_THE PROBLEM:_
Give the following records again in full and without alteration.

_LISTED RECORDS:_
::::

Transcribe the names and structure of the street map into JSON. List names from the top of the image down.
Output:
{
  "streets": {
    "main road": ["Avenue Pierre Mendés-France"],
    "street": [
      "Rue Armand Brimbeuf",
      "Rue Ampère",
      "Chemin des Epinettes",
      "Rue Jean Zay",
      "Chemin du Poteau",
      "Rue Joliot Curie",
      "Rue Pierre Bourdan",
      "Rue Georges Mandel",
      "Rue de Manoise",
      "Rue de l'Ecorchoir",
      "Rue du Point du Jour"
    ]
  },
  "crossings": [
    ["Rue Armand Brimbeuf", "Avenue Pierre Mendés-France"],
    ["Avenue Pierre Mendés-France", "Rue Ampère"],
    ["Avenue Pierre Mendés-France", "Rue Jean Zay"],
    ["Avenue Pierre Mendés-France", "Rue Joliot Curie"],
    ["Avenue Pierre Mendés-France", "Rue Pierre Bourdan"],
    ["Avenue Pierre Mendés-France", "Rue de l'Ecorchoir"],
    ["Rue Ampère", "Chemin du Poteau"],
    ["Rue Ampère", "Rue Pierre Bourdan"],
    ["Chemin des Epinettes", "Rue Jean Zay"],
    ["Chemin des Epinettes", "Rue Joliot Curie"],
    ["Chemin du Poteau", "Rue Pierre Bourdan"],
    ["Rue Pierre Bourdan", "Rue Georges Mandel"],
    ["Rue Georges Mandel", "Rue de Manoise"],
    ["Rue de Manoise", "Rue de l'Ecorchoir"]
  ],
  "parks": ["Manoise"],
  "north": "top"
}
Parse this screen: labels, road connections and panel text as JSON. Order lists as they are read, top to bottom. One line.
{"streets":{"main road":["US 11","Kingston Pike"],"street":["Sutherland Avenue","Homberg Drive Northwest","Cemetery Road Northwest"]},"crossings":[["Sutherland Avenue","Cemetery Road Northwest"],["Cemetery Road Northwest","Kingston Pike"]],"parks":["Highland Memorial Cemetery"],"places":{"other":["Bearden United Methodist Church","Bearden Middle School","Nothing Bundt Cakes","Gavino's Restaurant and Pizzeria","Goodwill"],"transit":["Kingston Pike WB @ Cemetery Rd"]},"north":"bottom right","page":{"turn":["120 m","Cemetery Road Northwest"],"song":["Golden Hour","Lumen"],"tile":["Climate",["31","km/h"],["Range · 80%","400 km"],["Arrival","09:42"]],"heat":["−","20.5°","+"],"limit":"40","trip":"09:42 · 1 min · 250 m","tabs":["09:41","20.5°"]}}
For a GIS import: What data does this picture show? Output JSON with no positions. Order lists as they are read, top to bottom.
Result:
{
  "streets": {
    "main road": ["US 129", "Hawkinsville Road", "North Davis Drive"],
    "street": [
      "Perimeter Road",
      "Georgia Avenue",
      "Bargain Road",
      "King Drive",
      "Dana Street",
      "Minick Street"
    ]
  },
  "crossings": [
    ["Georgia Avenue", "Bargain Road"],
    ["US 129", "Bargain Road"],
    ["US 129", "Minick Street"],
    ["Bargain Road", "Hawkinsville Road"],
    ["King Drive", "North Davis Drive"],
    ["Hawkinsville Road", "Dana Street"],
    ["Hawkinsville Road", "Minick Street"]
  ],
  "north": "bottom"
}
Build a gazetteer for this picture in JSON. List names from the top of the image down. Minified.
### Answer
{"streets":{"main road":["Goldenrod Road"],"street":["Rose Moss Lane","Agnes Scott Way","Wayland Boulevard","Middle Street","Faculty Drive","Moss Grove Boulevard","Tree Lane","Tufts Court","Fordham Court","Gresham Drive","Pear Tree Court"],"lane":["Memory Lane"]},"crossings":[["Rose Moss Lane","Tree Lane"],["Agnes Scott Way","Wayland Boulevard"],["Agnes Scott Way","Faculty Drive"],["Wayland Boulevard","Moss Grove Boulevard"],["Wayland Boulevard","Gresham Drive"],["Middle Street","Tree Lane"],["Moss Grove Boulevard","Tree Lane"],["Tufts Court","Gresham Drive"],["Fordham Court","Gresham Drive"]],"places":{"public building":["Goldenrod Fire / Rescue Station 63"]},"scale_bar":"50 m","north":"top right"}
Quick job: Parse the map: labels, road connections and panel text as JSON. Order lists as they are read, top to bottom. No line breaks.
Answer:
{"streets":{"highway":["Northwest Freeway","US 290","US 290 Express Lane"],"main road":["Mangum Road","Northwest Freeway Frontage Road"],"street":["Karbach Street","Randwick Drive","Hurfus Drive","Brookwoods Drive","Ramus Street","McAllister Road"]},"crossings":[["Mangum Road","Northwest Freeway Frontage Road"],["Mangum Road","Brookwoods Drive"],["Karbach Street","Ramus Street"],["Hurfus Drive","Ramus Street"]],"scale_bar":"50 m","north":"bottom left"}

::::

_YOUR RESPONSE:_
Transcribe the names and structure of the street map into JSON. List names from the top of the image down.
Output:
{
  "streets": {
    "main road": ["Avenue Pierre Mendés-France"],
    "street": [
      "Rue Armand Brimbeuf",
      "Rue Ampère",
      "Chemin des Epinettes",
      "Rue Jean Zay",
      "Chemin du Poteau",
      "Rue Joliot Curie",
      "Rue Pierre Bourdan",
      "Rue Georges Mandel",
      "Rue de Manoise",
      "Rue de l'Ecorchoir",
      "Rue du Point du Jour"
    ]
  },
  "crossings": [
    ["Rue Armand Brimbeuf", "Avenue Pierre Mendés-France"],
    ["Avenue Pierre Mendés-France", "Rue Ampère"],
    ["Avenue Pierre Mendés-France", "Rue Jean Zay"],
    ["Avenue Pierre Mendés-France", "Rue Joliot Curie"],
    ["Avenue Pierre Mendés-France", "Rue Pierre Bourdan"],
    ["Avenue Pierre Mendés-France", "Rue de l'Ecorchoir"],
    ["Rue Ampère", "Chemin du Poteau"],
    ["Rue Ampère", "Rue Pierre Bourdan"],
    ["Chemin des Epinettes", "Rue Jean Zay"],
    ["Chemin des Epinettes", "Rue Joliot Curie"],
    ["Chemin du Poteau", "Rue Pierre Bourdan"],
    ["Rue Pierre Bourdan", "Rue Georges Mandel"],
    ["Rue Georges Mandel", "Rue de Manoise"],
    ["Rue de Manoise", "Rue de l'Ecorchoir"]
  ],
  "parks": ["Manoise"],
  "north": "top"
}
Parse this screen: labels, road connections and panel text as JSON. Order lists as they are read, top to bottom. One line.
{"streets":{"main road":["US 11","Kingston Pike"],"street":["Sutherland Avenue","Homberg Drive Northwest","Cemetery Road Northwest"]},"crossings":[["Sutherland Avenue","Cemetery Road Northwest"],["Cemetery Road Northwest","Kingston Pike"]],"parks":["Highland Memorial Cemetery"],"places":{"other":["Bearden United Methodist Church","Bearden Middle School","Nothing Bundt Cakes","Gavino's Restaurant and Pizzeria","Goodwill"],"transit":["Kingston Pike WB @ Cemetery Rd"]},"north":"bottom right","page":{"turn":["120 m","Cemetery Road Northwest"],"song":["Golden Hour","Lumen"],"tile":["Climate",["31","km/h"],["Range · 80%","400 km"],["Arrival","09:42"]],"heat":["−","20.5°","+"],"limit":"40","trip":"09:42 · 1 min · 250 m","tabs":["09:41","20.5°"]}}
For a GIS import: What data does this picture show? Output JSON with no positions. Order lists as they are read, top to bottom.
Result:
{
  "streets": {
    "main road": ["US 129", "Hawkinsville Road", "North Davis Drive"],
    "street": [
      "Perimeter Road",
      "Georgia Avenue",
      "Bargain Road",
      "King Drive",
      "Dana Street",
      "Minick Street"
    ]
  },
  "crossings": [
    ["Georgia Avenue", "Bargain Road"],
    ["US 129", "Bargain Road"],
    ["US 129", "Minick Street"],
    ["Bargain Road", "Hawkinsville Road"],
    ["King Drive", "North Davis Drive"],
    ["Hawkinsville Road", "Dana Street"],
    ["Hawkinsville Road", "Minick Street"]
  ],
  "north": "bottom"
}
Build a gazetteer for this picture in JSON. List names from the top of the image down. Minified.
### Answer
{"streets":{"main road":["Goldenrod Road"],"street":["Rose Moss Lane","Agnes Scott Way","Wayland Boulevard","Middle Street","Faculty Drive","Moss Grove Boulevard","Tree Lane","Tufts Court","Fordham Court","Gresham Drive","Pear Tree Court"],"lane":["Memory Lane"]},"crossings":[["Rose Moss Lane","Tree Lane"],["Agnes Scott Way","Wayland Boulevard"],["Agnes Scott Way","Faculty Drive"],["Wayland Boulevard","Moss Grove Boulevard"],["Wayland Boulevard","Gresham Drive"],["Middle Street","Tree Lane"],["Moss Grove Boulevard","Tree Lane"],["Tufts Court","Gresham Drive"],["Fordham Court","Gresham Drive"]],"places":{"public building":["Goldenrod Fire / Rescue Station 63"]},"scale_bar":"50 m","north":"top right"}
Quick job: Parse the map: labels, road connections and panel text as JSON. Order lists as they are read, top to bottom. No line breaks.
Answer:
{"streets":{"highway":["Northwest Freeway","US 290","US 290 Express Lane"],"main road":["Mangum Road","Northwest Freeway Frontage Road"],"street":["Karbach Street","Randwick Drive","Hurfus Drive","Brookwoods Drive","Ramus Street","McAllister Road"]},"crossings":[["Mangum Road","Northwest Freeway Frontage Road"],["Mangum Road","Brookwoods Drive"],["Karbach Street","Ramus Street"],["Hurfus Drive","Ramus Street"]],"scale_bar":"50 m","north":"bottom left"}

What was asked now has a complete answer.